**Your task**
Output begins at the line with "Map reading. Parse" and ends at the last line of the records below. Copy each line in that span exactly, and leave out pictures.

Dataset entries:
====

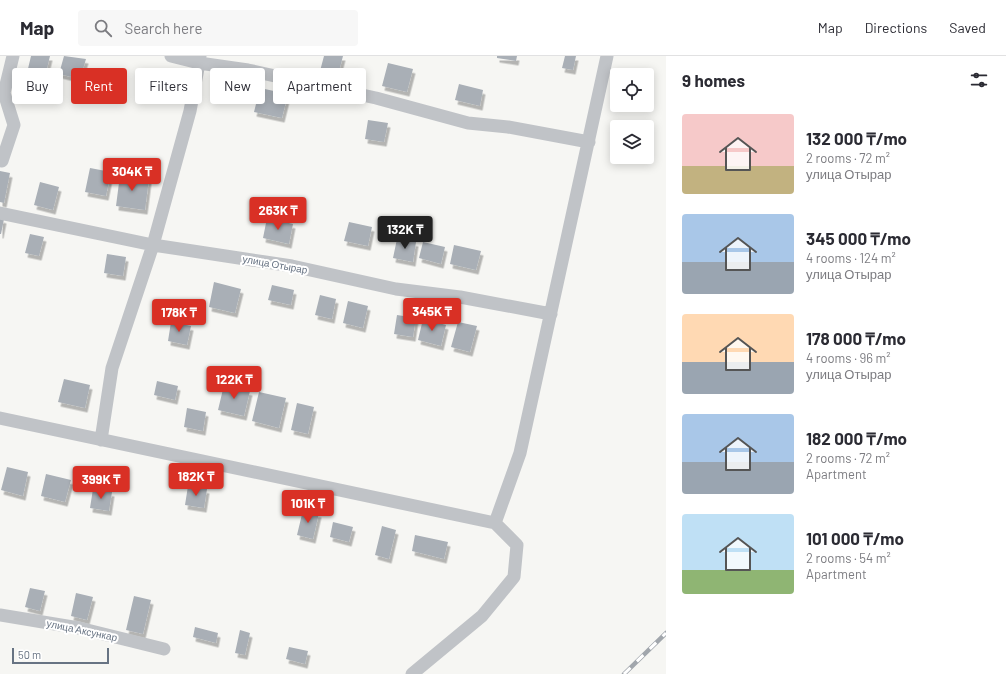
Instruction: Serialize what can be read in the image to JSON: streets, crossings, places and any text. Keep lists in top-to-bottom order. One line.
{"streets":{"street":["улица Отырар","улица Аксункар"]},"scale_bar":"50 m","page":{"header":"Map","search":"Search here","nav":["Map","Directions","Saved"],"heading":"9 homes","chip":["Buy","Rent","Filters","New","Apartment"],"list":[{"name":"132 000 ₸/mo","note":"2 rooms · 72 m² · улица Отырар"},{"name":"345 000 ₸/mo","note":"4 rooms · 124 m² · улица Отырар"},{"name":"178 000 ₸/mo","note":"4 rooms · 96 m² · улица Отырар"},{"name":"182 000 ₸/mo","note":"2 rooms · 72 m² · Apartment"},{"name":"101 000 ₸/mo","note":"2 rooms · 54 m² · Apartment"}],"price":["304K ₸","263K ₸","132K ₸","345K ₸","178K ₸","122K ₸","182K ₸","399K ₸","101K ₸"],"scale":"50 m"}}
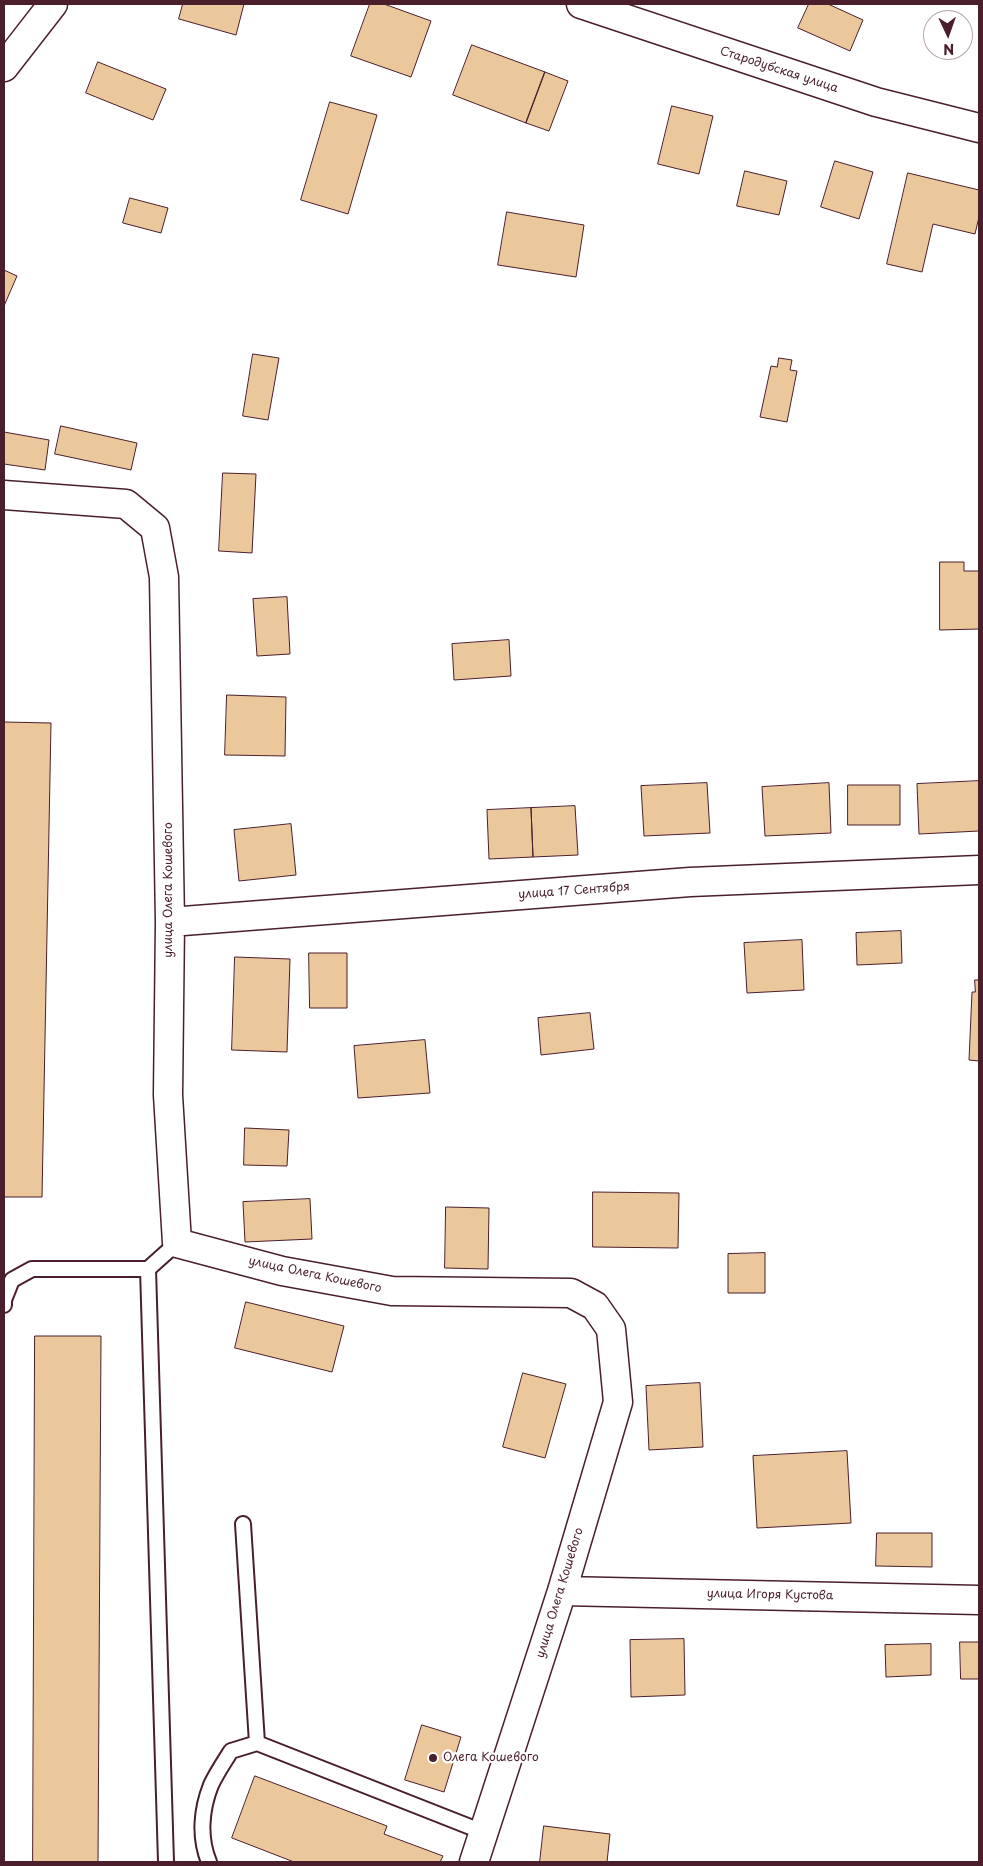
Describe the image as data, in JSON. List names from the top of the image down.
{
  "streets": {
    "street": [
      "Стародубская улица",
      "улица Олега Кошевого",
      "улица 17 Сентября",
      "улица Игоря Кустова"
    ]
  },
  "crossings": [
    ["улица Олега Кошевого", "улица 17 Сентября"],
    ["улица Олега Кошевого", "улица Игоря Кустова"]
  ],
  "places": ["Олега Кошевого"],
  "north": "bottom"
}
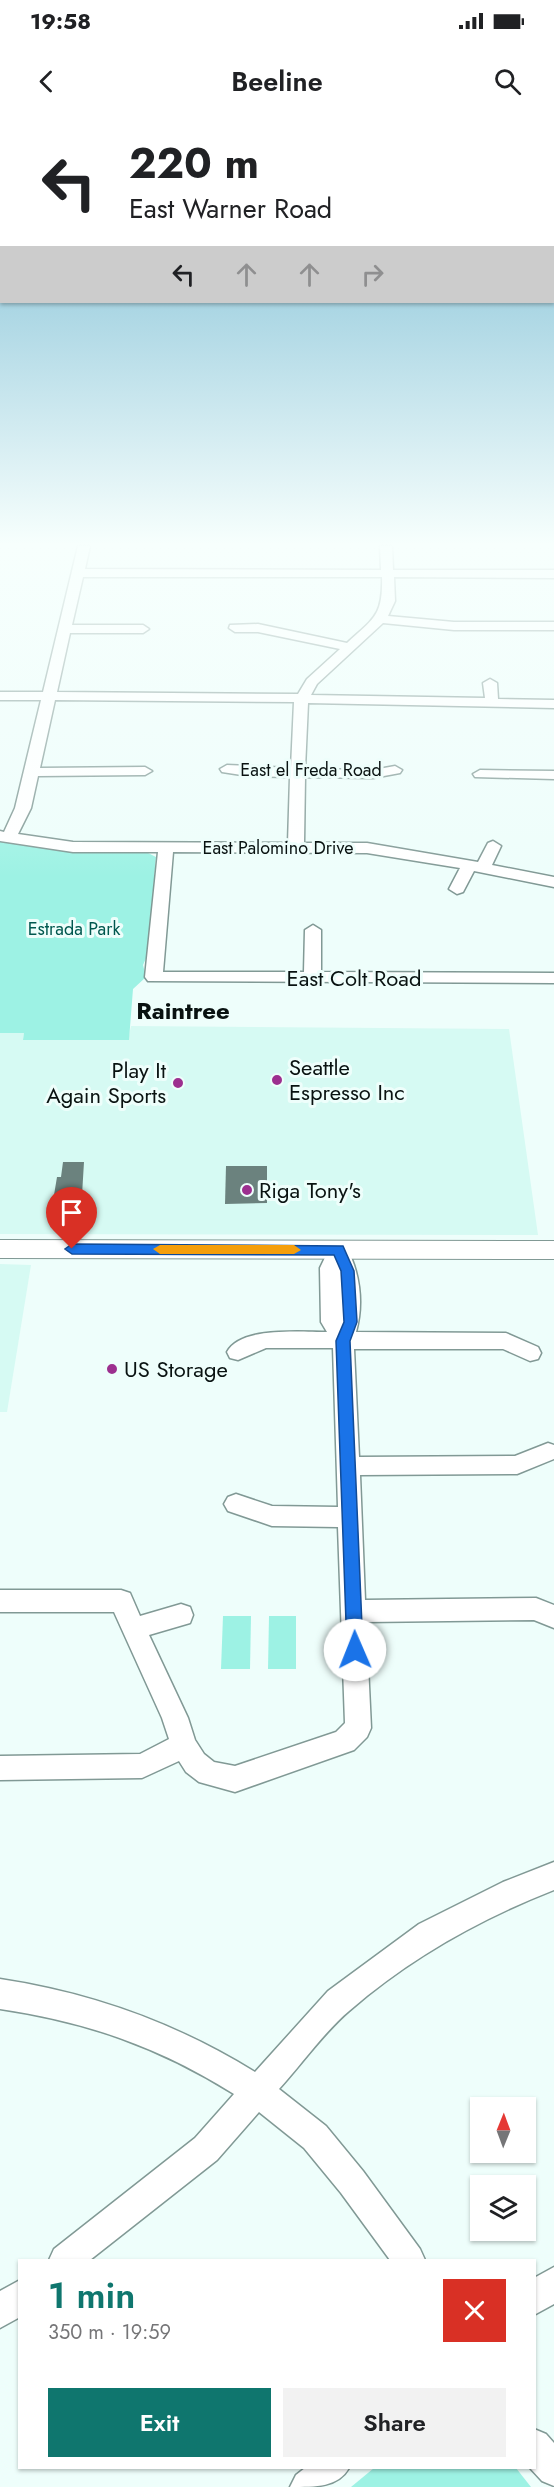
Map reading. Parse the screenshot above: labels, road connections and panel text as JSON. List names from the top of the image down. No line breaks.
{"streets":{"street":["East el Freda Road","East Palomino Drive","East Colt Road"]},"crossings":[["East Palomino Drive","East Colt Road"]],"districts":["Raintree"],"parks":["Estrada Park"],"places":["Seattle Espresso Inc","Play It Again Sports","Riga Tony's","US Storage"],"north":"top","page":{"status":"19:58","header":"Beeline","turn":["220 m","East Warner Road"],"heading":["1 min","350 m · 19:59"],"buttons":["Exit","Share"]}}
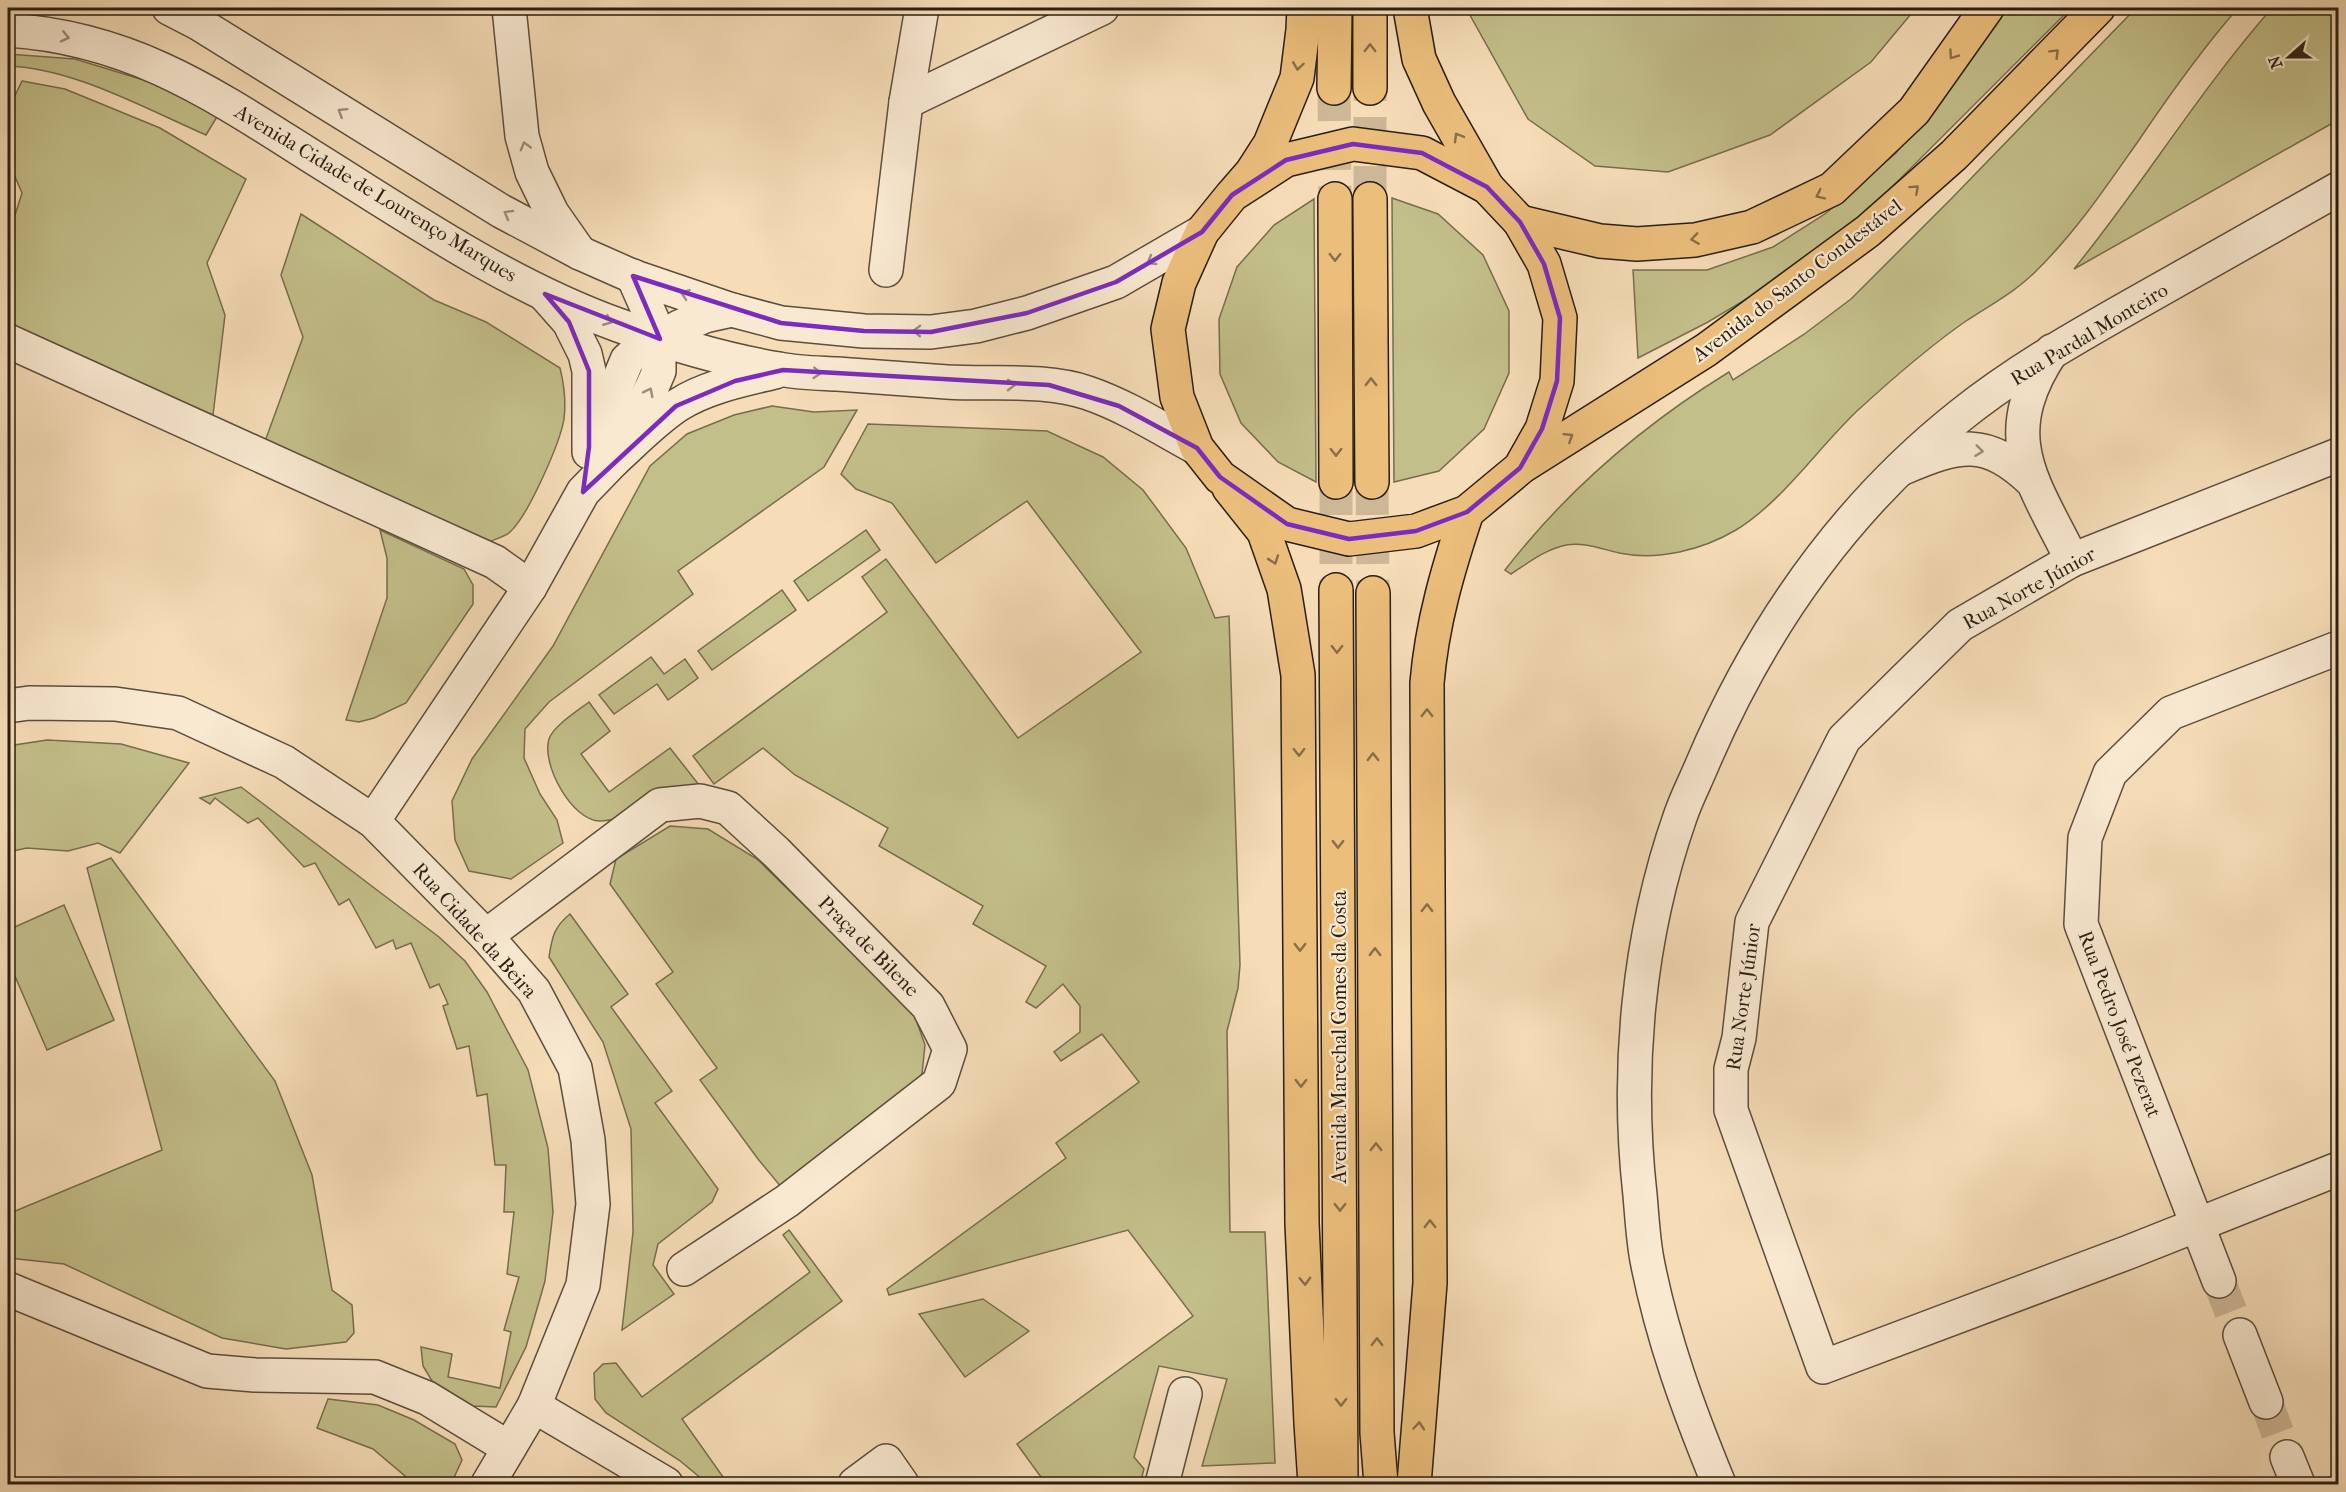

====

**Task result**
Map reading. Parse the screenshot above: labels, road connections and panel text as JSON. List names from the top of the image down. No line breaks.
{"streets":{"street":["East el Freda Road","East Palomino Drive","East Colt Road"]},"crossings":[["East Palomino Drive","East Colt Road"]],"districts":["Raintree"],"parks":["Estrada Park"],"places":["Seattle Espresso Inc","Play It Again Sports","Riga Tony's","US Storage"],"north":"top","page":{"status":"19:58","header":"Beeline","turn":["220 m","East Warner Road"],"heading":["1 min","350 m · 19:59"],"buttons":["Exit","Share"]}}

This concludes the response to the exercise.